Tensions in the region have escalated since Russia's full-scale invasion of Ukraine in February 2022, with European countries regularly expressing concern over "hybrid attacks" blamed on Russia.

Berlin said this week that a Russian cargo ship recently fired signal flares at a German military helicopter, another sign of the mounting tensions in the Baltic Sea where all of the bordering countries except Russia are now NATO members.

Earlier on, concerns were reignited after two underwater telecommunications cables were severed in Swedish territorial waters of the Baltic Sea in mid-November.

In October 2023, a gas pipeline and an underwater cable linking Finland, Sweden and Estonia were also damaged.

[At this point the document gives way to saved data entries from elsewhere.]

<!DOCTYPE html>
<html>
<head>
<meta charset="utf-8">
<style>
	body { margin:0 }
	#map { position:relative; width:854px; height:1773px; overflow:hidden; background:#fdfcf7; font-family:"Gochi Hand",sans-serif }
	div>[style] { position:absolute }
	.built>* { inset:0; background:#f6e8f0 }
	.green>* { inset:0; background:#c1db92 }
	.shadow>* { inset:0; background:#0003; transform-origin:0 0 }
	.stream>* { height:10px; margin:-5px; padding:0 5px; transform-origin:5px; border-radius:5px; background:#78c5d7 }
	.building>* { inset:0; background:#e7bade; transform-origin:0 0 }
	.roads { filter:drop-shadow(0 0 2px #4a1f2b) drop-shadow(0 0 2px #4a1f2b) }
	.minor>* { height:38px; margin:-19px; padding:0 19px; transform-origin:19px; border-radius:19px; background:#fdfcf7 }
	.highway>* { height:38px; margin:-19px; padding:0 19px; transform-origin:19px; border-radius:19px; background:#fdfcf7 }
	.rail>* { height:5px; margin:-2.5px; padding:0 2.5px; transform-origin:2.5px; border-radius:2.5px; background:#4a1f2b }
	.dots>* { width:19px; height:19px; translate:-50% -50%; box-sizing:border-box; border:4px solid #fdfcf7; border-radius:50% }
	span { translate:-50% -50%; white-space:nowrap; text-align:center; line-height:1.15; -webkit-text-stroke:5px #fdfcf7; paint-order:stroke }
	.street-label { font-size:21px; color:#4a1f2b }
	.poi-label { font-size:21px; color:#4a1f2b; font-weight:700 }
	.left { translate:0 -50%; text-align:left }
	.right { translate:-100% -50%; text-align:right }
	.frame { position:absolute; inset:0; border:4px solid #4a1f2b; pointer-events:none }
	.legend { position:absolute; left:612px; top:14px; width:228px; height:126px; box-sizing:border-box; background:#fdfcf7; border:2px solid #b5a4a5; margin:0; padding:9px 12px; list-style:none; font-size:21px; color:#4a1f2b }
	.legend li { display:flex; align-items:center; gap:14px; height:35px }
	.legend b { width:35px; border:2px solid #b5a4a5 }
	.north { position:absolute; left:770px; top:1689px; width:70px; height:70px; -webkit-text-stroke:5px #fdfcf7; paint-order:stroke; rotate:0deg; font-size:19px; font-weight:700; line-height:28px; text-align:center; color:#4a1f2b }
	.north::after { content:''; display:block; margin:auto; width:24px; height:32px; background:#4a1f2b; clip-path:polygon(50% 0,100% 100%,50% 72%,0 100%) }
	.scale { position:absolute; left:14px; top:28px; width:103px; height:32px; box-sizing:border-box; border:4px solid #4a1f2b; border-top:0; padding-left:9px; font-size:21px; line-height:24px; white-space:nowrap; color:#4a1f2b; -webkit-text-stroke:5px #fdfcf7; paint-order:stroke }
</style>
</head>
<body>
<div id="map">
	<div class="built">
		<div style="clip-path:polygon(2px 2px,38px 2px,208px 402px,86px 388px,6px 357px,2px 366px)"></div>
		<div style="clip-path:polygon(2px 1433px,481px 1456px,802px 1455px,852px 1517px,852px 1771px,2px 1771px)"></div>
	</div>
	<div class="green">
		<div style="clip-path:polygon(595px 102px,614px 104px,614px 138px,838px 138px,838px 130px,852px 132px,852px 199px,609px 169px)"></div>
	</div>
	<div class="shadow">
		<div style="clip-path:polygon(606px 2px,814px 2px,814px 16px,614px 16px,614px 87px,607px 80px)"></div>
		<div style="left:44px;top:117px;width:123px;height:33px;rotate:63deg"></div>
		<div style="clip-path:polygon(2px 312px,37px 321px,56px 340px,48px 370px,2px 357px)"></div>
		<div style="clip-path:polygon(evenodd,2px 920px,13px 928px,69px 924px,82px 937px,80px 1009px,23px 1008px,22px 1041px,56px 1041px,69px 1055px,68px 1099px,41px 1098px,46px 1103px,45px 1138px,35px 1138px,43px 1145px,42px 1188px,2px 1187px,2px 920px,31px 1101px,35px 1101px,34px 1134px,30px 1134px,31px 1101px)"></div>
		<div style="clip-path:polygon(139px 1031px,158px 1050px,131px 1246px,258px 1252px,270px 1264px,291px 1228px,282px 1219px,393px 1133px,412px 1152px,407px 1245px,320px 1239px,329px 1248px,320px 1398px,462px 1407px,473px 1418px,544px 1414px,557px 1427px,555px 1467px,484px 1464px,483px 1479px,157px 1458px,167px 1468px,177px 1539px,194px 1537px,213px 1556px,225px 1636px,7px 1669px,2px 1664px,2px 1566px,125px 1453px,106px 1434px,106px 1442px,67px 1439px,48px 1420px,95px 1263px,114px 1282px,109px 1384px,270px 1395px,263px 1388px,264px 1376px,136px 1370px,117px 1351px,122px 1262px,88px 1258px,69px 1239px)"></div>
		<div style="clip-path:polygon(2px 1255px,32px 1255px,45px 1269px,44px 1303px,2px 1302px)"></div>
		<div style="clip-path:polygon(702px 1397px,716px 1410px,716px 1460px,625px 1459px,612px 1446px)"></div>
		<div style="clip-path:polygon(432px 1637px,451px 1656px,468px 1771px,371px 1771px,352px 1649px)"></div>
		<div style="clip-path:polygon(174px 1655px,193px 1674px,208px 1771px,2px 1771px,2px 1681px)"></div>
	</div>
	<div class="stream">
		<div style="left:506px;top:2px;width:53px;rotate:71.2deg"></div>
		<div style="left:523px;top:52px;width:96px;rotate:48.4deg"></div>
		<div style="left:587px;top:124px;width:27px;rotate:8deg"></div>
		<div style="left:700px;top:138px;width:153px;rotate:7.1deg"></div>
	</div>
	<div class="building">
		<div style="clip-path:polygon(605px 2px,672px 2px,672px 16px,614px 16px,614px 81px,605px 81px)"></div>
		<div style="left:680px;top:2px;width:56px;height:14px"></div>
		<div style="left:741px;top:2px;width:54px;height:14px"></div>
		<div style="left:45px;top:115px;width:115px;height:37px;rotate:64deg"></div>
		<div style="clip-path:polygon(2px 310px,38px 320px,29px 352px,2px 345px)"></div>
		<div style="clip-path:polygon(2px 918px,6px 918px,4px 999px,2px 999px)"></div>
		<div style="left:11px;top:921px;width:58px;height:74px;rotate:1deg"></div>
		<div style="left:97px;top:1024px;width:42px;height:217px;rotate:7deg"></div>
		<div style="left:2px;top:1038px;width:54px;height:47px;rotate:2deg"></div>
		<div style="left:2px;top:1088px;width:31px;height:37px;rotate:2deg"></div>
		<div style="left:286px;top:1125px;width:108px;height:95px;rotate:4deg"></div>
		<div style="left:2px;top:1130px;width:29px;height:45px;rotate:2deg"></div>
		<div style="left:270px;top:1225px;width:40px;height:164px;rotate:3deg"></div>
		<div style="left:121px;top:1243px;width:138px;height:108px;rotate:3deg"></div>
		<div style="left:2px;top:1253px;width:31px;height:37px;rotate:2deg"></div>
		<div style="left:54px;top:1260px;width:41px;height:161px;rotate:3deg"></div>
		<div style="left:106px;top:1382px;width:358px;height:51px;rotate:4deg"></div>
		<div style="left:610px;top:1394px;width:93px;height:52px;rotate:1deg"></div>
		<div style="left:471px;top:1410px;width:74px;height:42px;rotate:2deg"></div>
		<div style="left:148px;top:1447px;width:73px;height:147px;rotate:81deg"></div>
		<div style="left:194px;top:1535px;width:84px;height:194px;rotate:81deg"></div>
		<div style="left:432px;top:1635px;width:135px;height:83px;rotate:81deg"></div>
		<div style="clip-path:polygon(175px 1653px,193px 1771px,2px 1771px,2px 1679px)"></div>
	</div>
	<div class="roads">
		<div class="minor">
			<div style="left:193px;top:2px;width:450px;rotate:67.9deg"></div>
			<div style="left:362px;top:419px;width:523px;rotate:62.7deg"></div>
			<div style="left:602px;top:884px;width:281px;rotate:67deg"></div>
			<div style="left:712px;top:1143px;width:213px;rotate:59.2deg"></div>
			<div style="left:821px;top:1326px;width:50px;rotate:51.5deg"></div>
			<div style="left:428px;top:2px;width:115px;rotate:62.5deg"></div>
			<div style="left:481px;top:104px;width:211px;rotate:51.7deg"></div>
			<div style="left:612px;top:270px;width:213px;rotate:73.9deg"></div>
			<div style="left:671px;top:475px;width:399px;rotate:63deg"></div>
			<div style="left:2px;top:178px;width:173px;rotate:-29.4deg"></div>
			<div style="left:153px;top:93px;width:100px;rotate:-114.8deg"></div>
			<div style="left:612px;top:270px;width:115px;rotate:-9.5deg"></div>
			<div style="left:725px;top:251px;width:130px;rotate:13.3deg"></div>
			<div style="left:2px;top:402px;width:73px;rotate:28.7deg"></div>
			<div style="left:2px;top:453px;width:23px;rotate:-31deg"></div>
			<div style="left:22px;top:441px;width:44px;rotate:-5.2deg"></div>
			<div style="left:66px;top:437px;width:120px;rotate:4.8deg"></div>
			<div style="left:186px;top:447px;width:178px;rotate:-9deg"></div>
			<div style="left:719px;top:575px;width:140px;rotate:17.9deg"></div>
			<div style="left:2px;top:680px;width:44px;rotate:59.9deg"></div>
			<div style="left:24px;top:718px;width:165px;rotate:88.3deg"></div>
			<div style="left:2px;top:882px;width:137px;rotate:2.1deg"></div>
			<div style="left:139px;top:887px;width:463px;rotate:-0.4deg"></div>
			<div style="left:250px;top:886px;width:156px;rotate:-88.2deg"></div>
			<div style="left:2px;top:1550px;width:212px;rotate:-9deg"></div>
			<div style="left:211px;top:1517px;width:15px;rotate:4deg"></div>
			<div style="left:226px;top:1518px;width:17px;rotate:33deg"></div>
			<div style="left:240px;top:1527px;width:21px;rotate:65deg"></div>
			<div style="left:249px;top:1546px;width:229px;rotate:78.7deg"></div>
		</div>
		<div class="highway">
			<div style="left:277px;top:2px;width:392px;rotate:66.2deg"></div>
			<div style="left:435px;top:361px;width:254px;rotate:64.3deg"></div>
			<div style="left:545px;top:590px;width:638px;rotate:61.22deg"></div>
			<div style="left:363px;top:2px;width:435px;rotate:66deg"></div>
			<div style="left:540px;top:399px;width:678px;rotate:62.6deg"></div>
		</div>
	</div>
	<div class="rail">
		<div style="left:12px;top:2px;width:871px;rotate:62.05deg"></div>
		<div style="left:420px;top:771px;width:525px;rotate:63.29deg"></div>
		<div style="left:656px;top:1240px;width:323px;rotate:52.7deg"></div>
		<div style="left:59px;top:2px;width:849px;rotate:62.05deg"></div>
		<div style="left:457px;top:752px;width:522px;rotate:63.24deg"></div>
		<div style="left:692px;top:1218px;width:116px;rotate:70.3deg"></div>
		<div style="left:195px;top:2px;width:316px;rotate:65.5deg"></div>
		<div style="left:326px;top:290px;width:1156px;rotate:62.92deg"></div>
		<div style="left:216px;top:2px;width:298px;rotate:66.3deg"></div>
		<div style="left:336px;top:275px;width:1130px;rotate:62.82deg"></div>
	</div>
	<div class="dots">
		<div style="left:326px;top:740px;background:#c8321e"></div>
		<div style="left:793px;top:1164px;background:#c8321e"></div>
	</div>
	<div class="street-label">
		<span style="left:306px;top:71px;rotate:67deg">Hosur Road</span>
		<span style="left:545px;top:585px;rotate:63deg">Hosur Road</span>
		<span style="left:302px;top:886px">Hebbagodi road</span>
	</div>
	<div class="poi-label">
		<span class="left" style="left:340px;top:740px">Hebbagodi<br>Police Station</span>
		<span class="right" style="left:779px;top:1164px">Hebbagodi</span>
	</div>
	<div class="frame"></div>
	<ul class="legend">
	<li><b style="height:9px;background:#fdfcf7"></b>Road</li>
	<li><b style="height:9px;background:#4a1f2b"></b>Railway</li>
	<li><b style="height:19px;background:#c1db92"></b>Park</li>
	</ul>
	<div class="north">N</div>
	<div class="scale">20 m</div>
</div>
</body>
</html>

The string of incidents since the outbreak of the war in Ukraine shows that "there is indeed an escalation" in the Baltic Sea, said Wojciech Lorenz, international security expert at the Polish Institute of International Affairs, PISM.

However, "it's one piece of a (bigger) puzzle, where Russia is in the process of intensifying" its actions, whether in Ukraine with threats of nuclear war or hybrid operations and attempts to destabilise other countries, he added.

Meanwhile, Russian political analyst Konstantin Kalachev said that "Russia does not at all like the point of view that would have the Baltic Sea be a NATO 'lake',"

"Physical sabotage is becoming more and more likely because it is simply easy for the aggressor to do it," said Moritz Brake, expert at the Center for Advanced Security, Strategic and Integration Studies at the University of Bonn.

"We may live for many years, even decades, in a situation of hybrid conflict like this, and therefore we have to find an effective response," Lorenz argued.

He said the creation of a maritime police mission, as recently proposed by Polish Prime Minister Donald Tusk, could be such a step.

As the first step towards credible deterrence NATO has beefed up its naval presence in the region and is seeking to develop its surveillance capabilities, but monitoring everything that happens on the seabed is near impossible.